You may be blind but you shall still see

The letter in the block quote appeared in the Providence Journal today, Tuesday the 27th of May, 2008.

Mr. Dorian has written a very interesting letter in which he discovers his own latent racism. That’s the thing about we humans. For some reason we automatically fear those whom we don’t know, or at least some do.

I’ve re-edited this because I had such an incident today. I was carrying groceries home from the supermarket (It’s less than a mile away) but a young Latino guy asked if I needed any help. I thanked him and told him I only had a short way to go. He was very polite too. It restores my faith in humanity when things like this happen.

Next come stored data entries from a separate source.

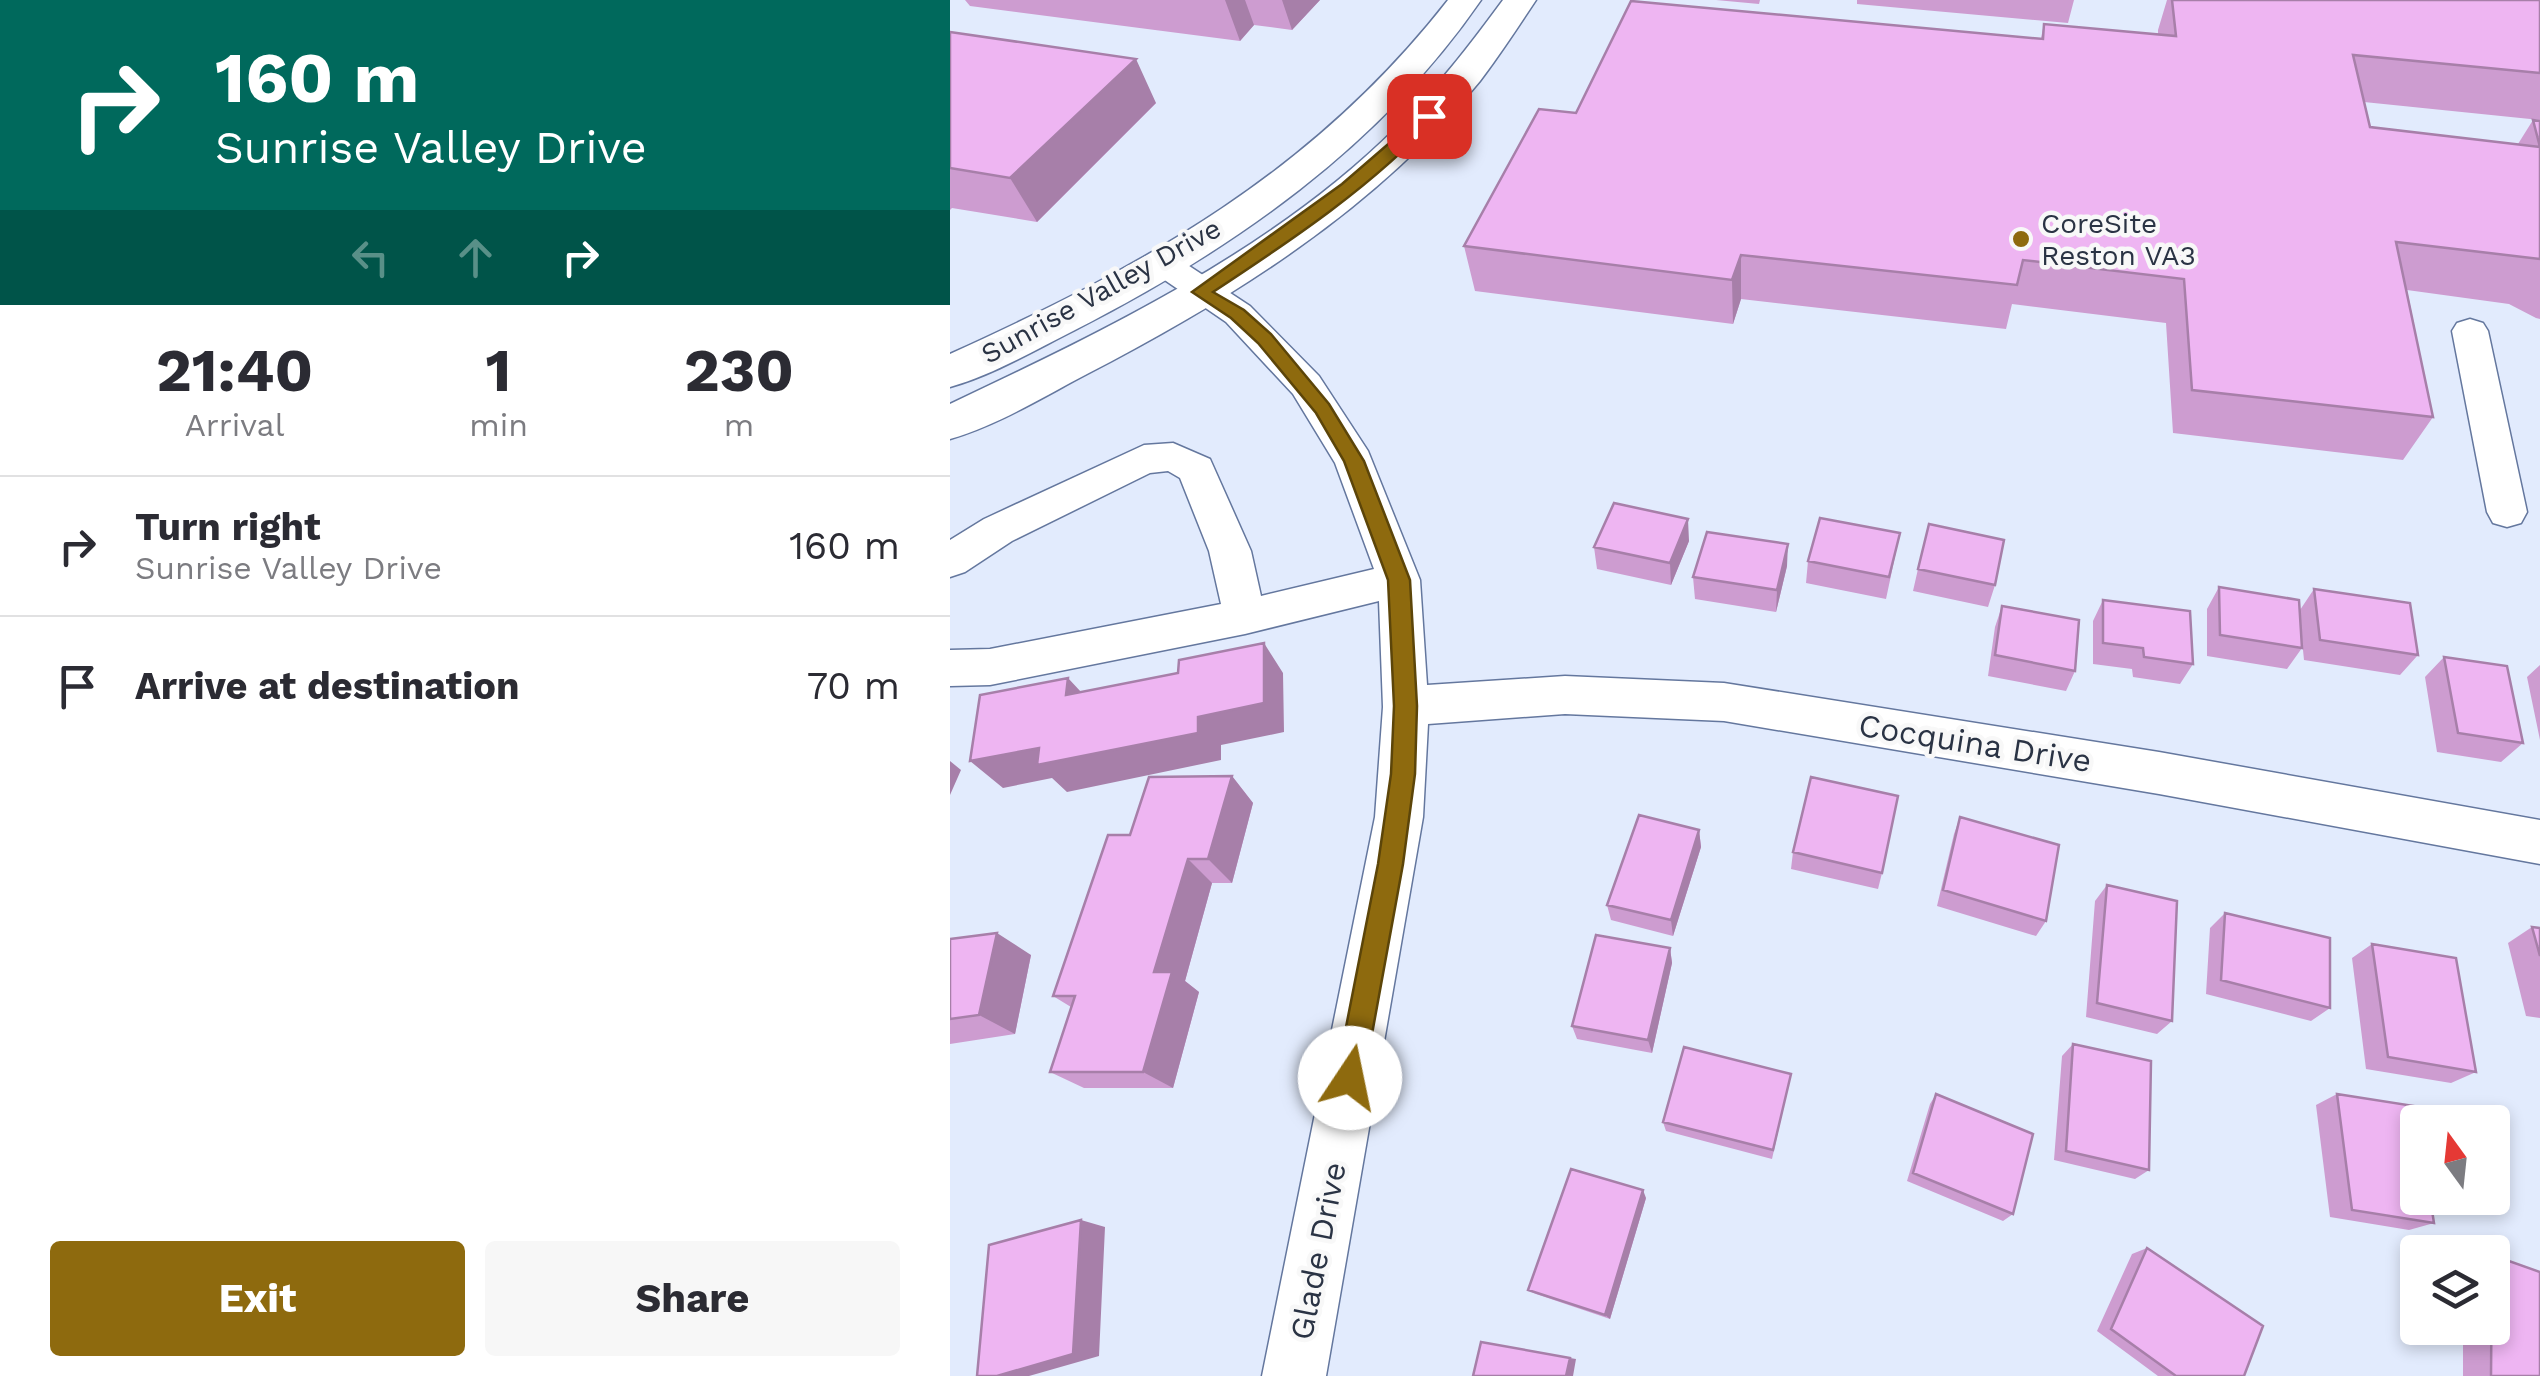 <!DOCTYPE html>
<style>
body{margin:0;font-family:"Work Sans",sans-serif;background:#f7f7f7;color:#2b2b33;height:100vh;display:flex;flex-direction:column;font-size:38px;white-space:nowrap}
*{box-sizing:border-box;margin:0}
p{font-size:32px;color:#7c7c81}
.icon{flex:none;width:55px;height:55px;fill:none;stroke:currentColor;stroke-width:2;stroke-linecap:round;stroke-linejoin:round}
.map{position:relative;flex:1;overflow:hidden}
.panel{display:flex;flex-direction:column;background:#fff;width:950px}
.panel>*{flex:none}
.guide{background:#00695c;color:#fff;overflow:hidden}
.needle{width:65px;rotate:345deg}
.tools{position:absolute;left:1450px;top:1105px;display:grid;gap:20px}
.tools a{display:grid;place-items:center;width:110px;height:110px;border-radius:10px;background:#fff;box-shadow:0 5px 15px #0003;font-size:50px}
.pin{position:absolute;display:grid;place-items:center;width:85px;height:85px;color:#fff;margin:-42px;border-radius:20px;box-shadow:0 5px 15px #0006}
.me{position:absolute;width:110px;margin:-55px;rotate:11deg;stroke-linejoin:round;filter:drop-shadow(0 0 8px #0008)}
.turn{display:flex;align-items:center;gap:35px;height:210px;padding:0 50px;font-size:45px}
.turn .icon{width:130px;height:130px;stroke-width:2.5}
.turn b{display:block;font-size:70px;line-height:85px}
.lanes{display:flex;align-items:center;height:95px;padding:0 50px;background:#0003;justify-content:center;gap:50px;direction:ltr}
.lanes .off{opacity:.35}
.eta{display:flex;justify-content:space-evenly;align-items:center;height:170px;text-align:center}
.eta b{font-size:60px;font-weight:700;line-height:70px}
.cta{display:flex;gap:20px;margin-top:auto;padding:20px 50px}
.cta a{flex:1;height:115px;border-radius:10px;background:#8e6a0e;color:#fff;font-size:40px;font-weight:700;line-height:115px;text-align:center}
.cta a+a{background:#f7f7f7;color:#2b2b33}
ul{padding:0;list-style:none}
li{display:flex;align-items:center;gap:30px;height:140px;padding:0 50px;border-top:2px solid #e1e1e2}
li div{flex:1}
li b{display:block;font-size:38px}
li em{font-style:normal}
main{display:flex;flex:1;min-height:0}
.map>svg:first-child{display:block}
.lines{fill:none;stroke-linecap:round;stroke-linejoin:round}
.minor-casing{stroke:#64779e;stroke-width:3}
.major-casing{stroke:#64779e;stroke-width:3}
.minor{fill:#fff;fill-rule:evenodd}
.major{fill:#fff;fill-rule:evenodd}
.wall{fill:#cd9cd0}
.shaded-wall{fill:#a77fa9}
.building{fill:#eeb5f2;stroke:#a77fa9;stroke-width:2.5}
.route{fill:#8e6a0e;stroke:#5c4509;stroke-width:2.5}
.poi-dot{fill:#8e6a0e;stroke:#f8f8f8;stroke-width:4}
.labels{text-anchor:middle;dominant-baseline:central;stroke-width:9;stroke-linejoin:round;paint-order:stroke}
.far-poi-label{font-size:28px;fill:#2a3344;stroke:#f8f8f8;text-anchor:start}
.far-street-label{font-size:28px;fill:#2a3344;stroke:#f8f8f8}
.street-label{font-size:32px;fill:#2a3344;stroke:#f8f8f8}
</style>
<main>
<section class="panel">
<div class="guide">
<div class="turn"><svg class="icon" aria-label="right" viewBox="0 0 24 24"><path d="M7 20v-9h11M14 6l5 5-5 5"/></svg><div><b>160 m</b>Sunrise Valley Drive</div></div>
<div class="lanes"><svg class="icon off" aria-label="left" viewBox="0 0 24 24"><path d="M17 20v-9H6M10 6l-5 5 5 5"/></svg><svg class="icon off" aria-label="ahead" viewBox="0 0 24 24"><path d="M12 20V5M6 11l6-6 6 6"/></svg><svg class="icon" aria-label="right" viewBox="0 0 24 24"><path d="M7 20v-9h11M14 6l5 5-5 5"/></svg></div>
</div>
<div class="eta">
<div><b>21:40</b><p>Arrival</p></div>
<div><b>1</b><p>min</p></div>
<div><b>230</b><p>m</p></div>
</div>
<ul>
<li><svg class="icon" aria-label="right" viewBox="0 0 24 24"><path d="M7 20v-9h11M14 6l5 5-5 5"/></svg><div><b>Turn right</b><p>Sunrise Valley Drive</p></div><em>160 m</em></li>
<li><svg class="icon" aria-label="arrive" viewBox="0 0 24 24"><path d="M6 21V4h12l-3 4 3 4H6"/></svg><div><b>Arrive at destination</b></div><em>70 m</em></li>
</ul>
<div class="cta"><a>Exit</a><a>Share</a></div>
</section>
<div class="map">
<svg width="1590" height="1376" viewBox="0 0 1590 1376">
<rect width="100%" height="100%" fill="#e2ebfd"/>
<g class="lines">
<defs>
<path id="minor" d="M212 252 224 256 300 306 369 376 418 451 470 580 477 685 615 676 774 683 1209 752 1590 820V864L1209 794 774 721 615 714 478 724 473 817 376 1376H312L425 817 433 707 429 601 295 634 40 685 0 686V650L40 649 271 604 259 551 230 478 218 471 200 473 62 541 15 572 0 577V540L34 519 194 445 223 443 260 459 301 551 311 596 424 569 385 463 343 394 276 322 200 270 195 263 200 256Z
M1520 319 1533 323 1538 331 1577 512 1571 523 1557 527 1543 523 1537 512 1502 331 1507 323Z"/>
<path id="major" d="M498 0H531C429 148 283 249 125 330 85 350 43 375 0 387V354C196 265 363 173 498 0Z
M553 0H586C568 27 550 55 530 81 426 209 282 299 137 374 93 397 48 425 0 439V404C156 330 322 251 446 128 486 89 520 45 553 0Z"/>
</defs>
<use href="#minor" class="minor-casing"/>
<use href="#major" class="major-casing"/>
<use href="#minor" class="minor"/>
<use href="#major" class="major"/>
</g>
<path class="wall" d="M15 0H370L342 30 304 25 290 41 20 6Z
M766 0H810L809 4Z
M907 0H1124L1118 23 907 4Z
M1217 0H1590V120L1414 102 1420 127 1568 144 1583 120 1590 121V319L1586 318 1559 304 1457 290 1483 417 1453 460 1223 433 1216 323 1062 304 1056 329 791 299 783 324 525 291 514 246 626 113 1091 38 1094 24 1208 35V30Z
M0 32 206 103 87 222 2 208 0 210Z
M950 533 936 599 856 583 858 561Z
M739 541 721 585 647 569 644 547Z
M837 566 826 612 745 599 743 577Z
M968 569 1045 585 1038 607 963 591Z
M1269 587 1350 610 1364 589 1468 655 1450 675 1354 660 1351 630 1352 648 1337 669 1257 656V609Z
M1153 600 1243 664 1230 684 1183 677 1182 669 1143 664V621Z
M1052 606 1125 671 1116 691 1038 676 1045 627Z
M1494 657 1573 743 1551 762 1487 752 1475 677Z
M1590 665V740L1577 677Z
M282 776 303 803 282 883H262L235 981 249 992 223 1088H134L100 1072 121 1007 103 996 180 835Z
M1010 817 1096 921 1086 936 987 906 1004 834Z
M749 830 751 847 723 936 661 920 657 905Z
M843 852 932 873 928 889 841 869Z
M1157 885 1222 1021 1207 1034 1136 1017 1145 901Z
M1275 913 1380 1008 1361 1021 1256 994 1260 928Z
M1582 927 1590 928V1018L1576 1016 1558 943Z
M0 939 81 955 65 1034 0 1044Z
M1422 944 1526 1072 1501 1083 1416 1069 1402 958Z
M720 948 722 963 702 1053 627 1039 622 1026Z
M1123 1044 1199 1170 1185 1179 1104 1160 1112 1056Z
M841 1074 822 1159 716 1131 713 1122Z
M986 1094 1063 1214 1053 1221 957 1181 980 1104Z
M1387 1094 1484 1223 1459 1230 1380 1217 1366 1105Z
M696 1198 660 1319 586 1294 578 1290Z
M1197 1248 1294 1376H1208L1147 1331 1182 1254Z
M1513 1328H1542L1590 1376H1513Z"/>
<path class="shaded-wall" d="M275 0H295L304 25 290 41Z
M332 0H370L342 30Z
M186 59 206 103 87 222 60 178Z
M791 255V299L783 324 782 280Z
M738 519 739 541 721 585 720 563Z
M838 544 837 566 826 612 827 590Z
M314 643 333 673 334 732 271 745V760L117 792 102 778 53 788 20 761 248 717Z
M118 678 145 707 116 695Z
M0 761 11 770 0 795Z
M282 776 303 803 282 883 258 859Z
M749 830 751 847 723 936 721 920Z
M238 859 262 883 235 981 249 992 223 1088 193 1072 204 972Z
M47 933 81 955 65 1034 29 1015Z
M720 948 722 963 702 1053 698 1040Z
M693 1190 696 1198 660 1319 655 1315Z
M131 1220 155 1227 149 1356 79 1376H47Z
M620 1358 626 1359 623 1376H616Z"/>
<path class="building" d="M1222 0H1590V73L1403 55 1420 127 1590 147V259L1446 242 1483 417 1242 390 1234 279 1073 260 1067 285 791 255 782 280 514 246 589 109 626 113 681 1 1093 39 1094 24 1226 36Z
M0 32 186 59 60 178 0 168Z
M1583 120 1590 121V147Z
M664 503 738 519 720 563 644 547Z
M870 518 950 533 939 577 858 561Z
M979 524 1054 540 1045 585 968 569Z
M757 532 838 544 827 590 743 577Z
M1269 587 1349 600 1352 648 1270 635Z
M1364 589 1460 603 1468 655 1370 640Z
M1153 600 1240 611 1243 664 1194 657 1193 648 1153 643Z
M1052 606 1129 620 1125 671 1045 655Z
M314 643V703L248 717V733L87 765 89 748 20 761 30 695 118 678 116 695 228 673 229 660Z
M1494 657 1557 666 1573 743 1508 733Z
M282 776 258 859H238L204 972H222L193 1072H100L125 996H103L158 835H180L199 777Z
M861 777 948 796 932 873 843 852Z
M689 815 749 830 721 920 657 905Z
M1010 817 1109 845 1096 921 993 890Z
M1157 885 1227 901 1222 1021 1147 1003Z
M1275 913 1380 938V1008L1271 980Z
M1582 927 1590 928V956Z
M47 933 29 1015 0 1019V939Z
M646 935 720 948 698 1040 622 1026Z
M1422 944 1506 958 1526 1072 1438 1057Z
M1123 1044 1201 1061 1199 1170 1116 1151Z
M734 1047 841 1074 823 1150 713 1122Z
M986 1094 1083 1134 1063 1214 963 1173Z
M1387 1094 1464 1106 1468 1124V1198H1480L1484 1223 1402 1210Z
M621 1169 693 1190 655 1315 578 1290Z
M131 1220 123 1354 47 1376H27L39 1245Z
M1197 1248 1313 1326 1294 1376H1226L1161 1329Z
M1542 1255 1590 1272V1376H1541Z
M531 1342 620 1358 616 1376H523Z"/>
<path class="route" d="M474 113 487 116C426 184 339 242 263 292L294 310 321 334 379 404 414 461 460 580 467 706 465 774 453 864 414 1078 410 1088 400 1092 390 1088 386 1078 428 864 441 774 444 706 438 580 394 461 366 413 308 343 281 318 242 292 392 184Z"/>
<circle class="poi-dot" cx="1071" cy="239" r="10"/>
<g class="labels">
<g class="far-poi-label">
<text x="1091" y="223">CoreSite<tspan x="1091" dy="32">Reston VA3</tspan></text>
</g>
<g class="far-street-label">
<text transform="translate(151 291) rotate(-29)">Sunrise Valley Drive</text>
</g>
<g class="street-label">
<text transform="translate(1025 743) rotate(9)">Cocquina Drive</text>
<text transform="translate(368 1251) rotate(-79)">Glade Drive</text>
</g>
</g>
</svg>
<div class="tools">
<a><svg class="needle" viewBox="-14 -14 28 28"><path d="M0-13l5 13h-10z" fill="#e53935"/><path d="M0 13l5-13h-10z" fill="#7c7c81"/></svg></a>
<a><svg class="icon" aria-label="layers" viewBox="0 0 24 24"><path d="M12 4l9 5-9 5-9-5zM3 14l9 5 9-5"/></svg></a>
</div>
<div class="pin" style="left:479px;top:116px;background:#d93025"><svg class="icon" aria-label="arrive" viewBox="0 0 24 24"><path d="M6 21V4h12l-3 4 3 4H6"/></svg></div>
<svg class="me" style="left:400px;top:1078px" viewBox="-20 -20 40 40"><circle r="19" fill="#fff"/><path d="M0-13L10 11 0 6-10 11z" fill="#8e6a0e"/></svg>
</div>
</main>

But the message that one should never judge a book simply by it’s cover sunk in fairly early with me. It honestly doesn’t phase me what color your skin is, what really matters to me is that you’re a decent person. Luckily Mr. Dorian has found this out. I really don’t have much else to say because Dorian has written an account that should re-affirm ones faith in humanity.

Edward Oscar Dorian: Losing my blindness

01:00 AM EDT on Tuesday, May 27, 2008

The other week I had an accident that caused me to discover something about “those people” in Kennedy Plaza and, more significantly, to learn a great deal about myself.

After many years away, I’ve recently returned to my native Rhode Island, where in the 1930s and ’40s, when I was a boy, the small, formal, park-like area then in front of City Hall in downtown Providence was seldom used.

Wow, what a change! I, now forced — because of diminished eyesight— to use bus transportation, found the crowded Kennedy Plaza area alien, bewildering and, to be honest, frightening. That is, until the other week when, while hurrying across the plaza, scrupulously avoiding contact with those “threatening” groups of fellows in weird clothes, loud language and of different skin color, I fell!

Instantly I was surrounded, and dark arms reached down offering help. I instinctively refused, but age and pain made rising difficult. Ignoring my repeated, rude refusals, the fellows gently lifted me, all the while expressing genuine concern. One fellow retrieved my glasses and, instead of handing them to me, carefully fitted them to my head. Another attentively recovered and returned my briefcase and its spilled contents. Expressing inadequate gratitude, I hobbled away; they called after me several times, “Are you sure you’re okay?”

Only later did I realize that I had not been okay for a long time. Based on little more than clothing and color, I had been stupidly judgmental. Obviously, more than my eyesight had been faulty. My ugly stereotypes had blinded me to the inherent caring, generosity and courtesy in others.

The fall I took in Kennedy Plaza the other week was a valuable learning experience I shall never forget, and for which I’m grateful.